#### DATA PROVIDED ####

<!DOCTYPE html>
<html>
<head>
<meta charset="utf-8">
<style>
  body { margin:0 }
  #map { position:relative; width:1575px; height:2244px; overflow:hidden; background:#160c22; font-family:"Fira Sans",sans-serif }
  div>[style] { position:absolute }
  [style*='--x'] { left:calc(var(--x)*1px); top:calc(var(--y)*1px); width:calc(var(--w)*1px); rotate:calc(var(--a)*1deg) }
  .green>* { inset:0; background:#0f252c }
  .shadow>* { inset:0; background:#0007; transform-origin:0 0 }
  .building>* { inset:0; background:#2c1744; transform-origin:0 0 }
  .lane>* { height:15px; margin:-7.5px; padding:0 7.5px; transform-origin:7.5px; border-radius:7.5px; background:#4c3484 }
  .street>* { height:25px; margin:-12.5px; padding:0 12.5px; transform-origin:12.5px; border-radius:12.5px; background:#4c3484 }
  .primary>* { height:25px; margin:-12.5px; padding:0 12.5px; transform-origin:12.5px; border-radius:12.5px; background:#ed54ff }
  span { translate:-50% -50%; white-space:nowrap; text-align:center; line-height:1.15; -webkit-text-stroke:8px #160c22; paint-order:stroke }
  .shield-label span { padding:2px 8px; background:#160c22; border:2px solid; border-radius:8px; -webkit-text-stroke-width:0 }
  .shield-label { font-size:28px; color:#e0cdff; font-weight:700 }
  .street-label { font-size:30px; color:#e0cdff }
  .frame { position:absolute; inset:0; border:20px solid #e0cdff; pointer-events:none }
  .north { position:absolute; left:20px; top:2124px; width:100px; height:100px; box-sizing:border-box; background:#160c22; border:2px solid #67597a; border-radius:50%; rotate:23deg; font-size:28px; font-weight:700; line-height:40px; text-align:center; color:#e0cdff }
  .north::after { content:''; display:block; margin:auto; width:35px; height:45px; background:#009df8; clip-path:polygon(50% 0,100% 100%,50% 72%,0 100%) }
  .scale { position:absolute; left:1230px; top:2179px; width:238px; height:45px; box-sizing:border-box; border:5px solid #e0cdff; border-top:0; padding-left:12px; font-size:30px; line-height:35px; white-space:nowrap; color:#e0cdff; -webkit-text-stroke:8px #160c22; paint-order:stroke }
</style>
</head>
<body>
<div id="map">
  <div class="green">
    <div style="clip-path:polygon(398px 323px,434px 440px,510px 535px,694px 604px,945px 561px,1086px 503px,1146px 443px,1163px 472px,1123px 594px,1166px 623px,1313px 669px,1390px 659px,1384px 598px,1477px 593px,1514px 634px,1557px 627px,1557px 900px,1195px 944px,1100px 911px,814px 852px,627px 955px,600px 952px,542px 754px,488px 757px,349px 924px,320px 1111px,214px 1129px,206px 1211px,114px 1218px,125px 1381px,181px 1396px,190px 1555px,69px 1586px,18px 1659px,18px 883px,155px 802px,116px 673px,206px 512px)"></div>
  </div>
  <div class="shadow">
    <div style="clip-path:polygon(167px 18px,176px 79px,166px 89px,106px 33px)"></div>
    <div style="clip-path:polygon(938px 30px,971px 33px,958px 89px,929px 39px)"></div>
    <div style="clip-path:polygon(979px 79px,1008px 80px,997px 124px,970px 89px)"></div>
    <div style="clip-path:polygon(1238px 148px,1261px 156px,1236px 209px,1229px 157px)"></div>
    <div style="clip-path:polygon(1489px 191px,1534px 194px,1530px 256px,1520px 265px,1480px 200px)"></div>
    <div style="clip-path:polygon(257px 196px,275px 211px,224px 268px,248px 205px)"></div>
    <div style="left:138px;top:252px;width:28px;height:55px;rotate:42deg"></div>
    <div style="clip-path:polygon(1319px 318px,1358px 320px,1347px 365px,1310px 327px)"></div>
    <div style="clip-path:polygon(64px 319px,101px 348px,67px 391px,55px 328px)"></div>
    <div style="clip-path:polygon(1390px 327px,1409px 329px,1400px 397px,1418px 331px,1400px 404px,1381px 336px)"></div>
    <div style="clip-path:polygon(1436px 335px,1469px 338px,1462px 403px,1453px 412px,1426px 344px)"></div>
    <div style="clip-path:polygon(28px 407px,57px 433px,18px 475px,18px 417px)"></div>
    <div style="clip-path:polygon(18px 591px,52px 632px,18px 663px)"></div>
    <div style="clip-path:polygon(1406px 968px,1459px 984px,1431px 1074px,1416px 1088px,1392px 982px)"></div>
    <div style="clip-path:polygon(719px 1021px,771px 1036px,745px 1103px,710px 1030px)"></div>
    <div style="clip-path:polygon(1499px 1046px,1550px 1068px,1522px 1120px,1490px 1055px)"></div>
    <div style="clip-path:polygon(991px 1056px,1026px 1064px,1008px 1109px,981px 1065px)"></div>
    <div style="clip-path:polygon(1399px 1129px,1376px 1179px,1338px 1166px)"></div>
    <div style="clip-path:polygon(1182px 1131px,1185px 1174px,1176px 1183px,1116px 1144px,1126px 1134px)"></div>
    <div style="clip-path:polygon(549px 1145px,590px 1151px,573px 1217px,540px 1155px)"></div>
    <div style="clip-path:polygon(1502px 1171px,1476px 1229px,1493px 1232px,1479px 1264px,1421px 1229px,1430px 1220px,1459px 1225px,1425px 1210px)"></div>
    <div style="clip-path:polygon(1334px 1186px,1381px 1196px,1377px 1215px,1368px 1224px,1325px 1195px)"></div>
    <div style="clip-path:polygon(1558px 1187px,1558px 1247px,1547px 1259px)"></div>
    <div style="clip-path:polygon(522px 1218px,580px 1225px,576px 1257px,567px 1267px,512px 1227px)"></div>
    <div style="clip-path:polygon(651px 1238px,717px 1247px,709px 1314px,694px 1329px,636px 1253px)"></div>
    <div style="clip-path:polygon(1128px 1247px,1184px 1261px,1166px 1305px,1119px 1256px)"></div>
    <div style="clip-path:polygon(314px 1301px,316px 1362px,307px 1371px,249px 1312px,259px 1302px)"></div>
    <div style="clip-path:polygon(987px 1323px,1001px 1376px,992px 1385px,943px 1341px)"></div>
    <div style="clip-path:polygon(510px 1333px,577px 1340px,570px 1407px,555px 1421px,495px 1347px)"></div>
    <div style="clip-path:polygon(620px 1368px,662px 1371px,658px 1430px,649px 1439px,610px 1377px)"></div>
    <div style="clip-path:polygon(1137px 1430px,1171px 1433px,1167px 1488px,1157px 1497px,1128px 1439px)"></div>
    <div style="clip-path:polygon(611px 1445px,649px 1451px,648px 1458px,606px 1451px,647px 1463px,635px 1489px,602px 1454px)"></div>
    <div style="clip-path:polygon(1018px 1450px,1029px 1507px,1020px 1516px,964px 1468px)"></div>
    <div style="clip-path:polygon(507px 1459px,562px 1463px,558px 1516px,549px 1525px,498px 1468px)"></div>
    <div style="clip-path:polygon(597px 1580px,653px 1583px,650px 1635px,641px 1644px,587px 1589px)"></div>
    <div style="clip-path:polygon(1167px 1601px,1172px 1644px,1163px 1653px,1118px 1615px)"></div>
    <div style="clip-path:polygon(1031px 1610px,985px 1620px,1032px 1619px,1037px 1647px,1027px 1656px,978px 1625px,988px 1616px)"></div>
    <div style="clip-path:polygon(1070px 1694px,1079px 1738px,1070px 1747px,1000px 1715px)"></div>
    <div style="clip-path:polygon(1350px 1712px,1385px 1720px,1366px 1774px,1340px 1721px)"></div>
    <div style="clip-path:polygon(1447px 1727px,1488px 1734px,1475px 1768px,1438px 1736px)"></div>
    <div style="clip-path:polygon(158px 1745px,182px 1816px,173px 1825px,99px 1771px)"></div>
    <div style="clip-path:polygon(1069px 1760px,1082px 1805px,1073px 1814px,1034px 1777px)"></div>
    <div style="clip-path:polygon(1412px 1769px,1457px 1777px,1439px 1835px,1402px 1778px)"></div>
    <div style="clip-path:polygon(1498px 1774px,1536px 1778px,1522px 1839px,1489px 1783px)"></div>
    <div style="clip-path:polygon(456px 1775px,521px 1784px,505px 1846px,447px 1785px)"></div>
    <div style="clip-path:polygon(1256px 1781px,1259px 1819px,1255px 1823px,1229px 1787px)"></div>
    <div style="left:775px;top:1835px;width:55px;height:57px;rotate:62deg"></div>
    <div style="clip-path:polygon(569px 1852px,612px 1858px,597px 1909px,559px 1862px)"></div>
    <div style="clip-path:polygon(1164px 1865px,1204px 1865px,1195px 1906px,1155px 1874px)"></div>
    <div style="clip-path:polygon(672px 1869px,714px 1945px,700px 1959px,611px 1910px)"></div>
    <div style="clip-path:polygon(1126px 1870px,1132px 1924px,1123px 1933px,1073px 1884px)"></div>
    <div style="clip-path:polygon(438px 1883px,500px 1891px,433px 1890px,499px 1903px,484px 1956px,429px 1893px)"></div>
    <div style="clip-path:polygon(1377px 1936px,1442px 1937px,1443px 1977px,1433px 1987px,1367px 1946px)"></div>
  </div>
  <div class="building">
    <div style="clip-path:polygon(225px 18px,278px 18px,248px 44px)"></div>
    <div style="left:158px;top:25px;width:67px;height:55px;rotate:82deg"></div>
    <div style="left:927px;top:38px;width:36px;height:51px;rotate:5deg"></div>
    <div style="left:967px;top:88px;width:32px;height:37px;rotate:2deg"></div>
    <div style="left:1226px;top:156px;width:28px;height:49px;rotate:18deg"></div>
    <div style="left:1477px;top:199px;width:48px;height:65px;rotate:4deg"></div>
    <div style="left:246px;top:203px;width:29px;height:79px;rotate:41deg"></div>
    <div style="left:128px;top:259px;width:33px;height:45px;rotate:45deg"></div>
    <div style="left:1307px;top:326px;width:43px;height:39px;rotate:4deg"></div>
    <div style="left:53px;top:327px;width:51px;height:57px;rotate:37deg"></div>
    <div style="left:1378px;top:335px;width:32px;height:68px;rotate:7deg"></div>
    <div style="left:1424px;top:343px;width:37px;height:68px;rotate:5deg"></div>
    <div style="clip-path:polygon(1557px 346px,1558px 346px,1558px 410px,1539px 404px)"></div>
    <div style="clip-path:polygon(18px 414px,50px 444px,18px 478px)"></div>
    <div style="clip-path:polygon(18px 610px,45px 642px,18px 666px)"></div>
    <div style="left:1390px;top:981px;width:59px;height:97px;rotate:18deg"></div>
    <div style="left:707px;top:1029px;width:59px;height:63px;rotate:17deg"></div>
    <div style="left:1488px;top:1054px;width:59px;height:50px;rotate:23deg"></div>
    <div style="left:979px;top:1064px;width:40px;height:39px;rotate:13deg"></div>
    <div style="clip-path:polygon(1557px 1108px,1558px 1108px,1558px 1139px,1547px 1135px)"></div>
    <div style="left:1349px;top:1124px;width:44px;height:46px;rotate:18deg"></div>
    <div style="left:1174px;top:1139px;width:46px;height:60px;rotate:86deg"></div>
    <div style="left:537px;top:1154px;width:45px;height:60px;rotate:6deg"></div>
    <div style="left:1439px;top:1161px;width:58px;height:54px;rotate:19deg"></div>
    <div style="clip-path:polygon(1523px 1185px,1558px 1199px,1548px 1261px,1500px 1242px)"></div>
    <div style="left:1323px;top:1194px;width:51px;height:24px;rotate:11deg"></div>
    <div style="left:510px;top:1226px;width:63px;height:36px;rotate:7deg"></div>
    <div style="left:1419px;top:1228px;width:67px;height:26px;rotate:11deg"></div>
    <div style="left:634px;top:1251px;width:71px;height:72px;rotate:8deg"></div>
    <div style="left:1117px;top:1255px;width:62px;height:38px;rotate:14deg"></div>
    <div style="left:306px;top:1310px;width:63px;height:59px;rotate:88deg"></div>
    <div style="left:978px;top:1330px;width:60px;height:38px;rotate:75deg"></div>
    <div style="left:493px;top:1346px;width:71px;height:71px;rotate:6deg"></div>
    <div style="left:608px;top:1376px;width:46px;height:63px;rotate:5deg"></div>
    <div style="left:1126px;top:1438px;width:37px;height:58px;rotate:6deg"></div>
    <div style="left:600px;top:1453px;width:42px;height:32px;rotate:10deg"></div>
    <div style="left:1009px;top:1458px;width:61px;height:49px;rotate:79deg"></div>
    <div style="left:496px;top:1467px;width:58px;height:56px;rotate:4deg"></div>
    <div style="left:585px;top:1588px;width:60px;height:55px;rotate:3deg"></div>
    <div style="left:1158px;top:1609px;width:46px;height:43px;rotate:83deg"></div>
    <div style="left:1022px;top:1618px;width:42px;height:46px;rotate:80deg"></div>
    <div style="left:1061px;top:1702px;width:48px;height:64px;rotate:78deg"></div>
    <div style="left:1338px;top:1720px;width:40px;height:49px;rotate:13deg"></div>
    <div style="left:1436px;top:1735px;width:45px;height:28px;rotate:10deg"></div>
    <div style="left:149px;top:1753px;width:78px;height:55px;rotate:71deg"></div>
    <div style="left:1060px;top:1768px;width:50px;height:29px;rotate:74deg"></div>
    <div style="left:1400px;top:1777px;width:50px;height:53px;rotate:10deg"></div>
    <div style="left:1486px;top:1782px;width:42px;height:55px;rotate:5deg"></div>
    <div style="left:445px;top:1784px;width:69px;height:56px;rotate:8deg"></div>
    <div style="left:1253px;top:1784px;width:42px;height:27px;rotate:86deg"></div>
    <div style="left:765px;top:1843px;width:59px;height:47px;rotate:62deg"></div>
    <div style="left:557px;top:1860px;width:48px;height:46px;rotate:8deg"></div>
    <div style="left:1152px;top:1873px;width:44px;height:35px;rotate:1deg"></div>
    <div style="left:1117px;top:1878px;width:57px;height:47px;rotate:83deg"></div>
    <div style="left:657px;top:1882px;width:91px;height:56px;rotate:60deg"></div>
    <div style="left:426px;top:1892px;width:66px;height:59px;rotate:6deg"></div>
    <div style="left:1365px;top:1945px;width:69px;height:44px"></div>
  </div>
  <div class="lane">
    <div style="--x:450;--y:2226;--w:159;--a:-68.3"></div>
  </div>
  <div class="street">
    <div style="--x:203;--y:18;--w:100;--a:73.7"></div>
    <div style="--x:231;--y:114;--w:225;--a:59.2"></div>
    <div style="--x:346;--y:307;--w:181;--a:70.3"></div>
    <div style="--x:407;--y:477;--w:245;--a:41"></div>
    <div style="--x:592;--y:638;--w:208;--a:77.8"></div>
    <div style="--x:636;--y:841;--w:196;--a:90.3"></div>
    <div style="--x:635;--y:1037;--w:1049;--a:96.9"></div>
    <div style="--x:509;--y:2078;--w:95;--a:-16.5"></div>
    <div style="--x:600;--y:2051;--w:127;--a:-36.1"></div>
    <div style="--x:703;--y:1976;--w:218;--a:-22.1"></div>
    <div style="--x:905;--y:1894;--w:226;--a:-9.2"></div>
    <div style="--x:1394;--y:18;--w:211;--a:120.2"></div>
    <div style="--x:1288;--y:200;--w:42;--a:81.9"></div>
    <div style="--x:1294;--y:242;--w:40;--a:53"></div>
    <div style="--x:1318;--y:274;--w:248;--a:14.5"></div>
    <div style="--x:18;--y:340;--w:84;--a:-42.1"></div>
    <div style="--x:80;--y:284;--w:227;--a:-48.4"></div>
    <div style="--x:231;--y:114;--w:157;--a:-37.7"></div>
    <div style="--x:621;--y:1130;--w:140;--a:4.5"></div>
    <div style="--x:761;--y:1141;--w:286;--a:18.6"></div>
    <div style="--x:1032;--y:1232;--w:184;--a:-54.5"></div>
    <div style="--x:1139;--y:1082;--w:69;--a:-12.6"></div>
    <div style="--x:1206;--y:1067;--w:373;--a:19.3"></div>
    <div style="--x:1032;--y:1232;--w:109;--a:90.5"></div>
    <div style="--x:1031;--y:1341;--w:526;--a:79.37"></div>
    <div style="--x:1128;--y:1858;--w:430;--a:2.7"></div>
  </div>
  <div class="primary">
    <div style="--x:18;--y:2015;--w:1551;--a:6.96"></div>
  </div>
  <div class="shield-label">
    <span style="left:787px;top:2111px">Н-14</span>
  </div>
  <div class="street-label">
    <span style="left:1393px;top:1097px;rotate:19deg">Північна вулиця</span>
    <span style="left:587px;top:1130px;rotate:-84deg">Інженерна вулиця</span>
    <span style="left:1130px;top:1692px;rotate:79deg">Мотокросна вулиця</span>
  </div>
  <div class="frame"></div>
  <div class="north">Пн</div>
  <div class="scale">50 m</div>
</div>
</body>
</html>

####

WHAT THE EXERCISE ASKS:
Looking at each line of the material above, tally those that hold the string "lane" and give only the total.

FINISHED EXERCISE:
2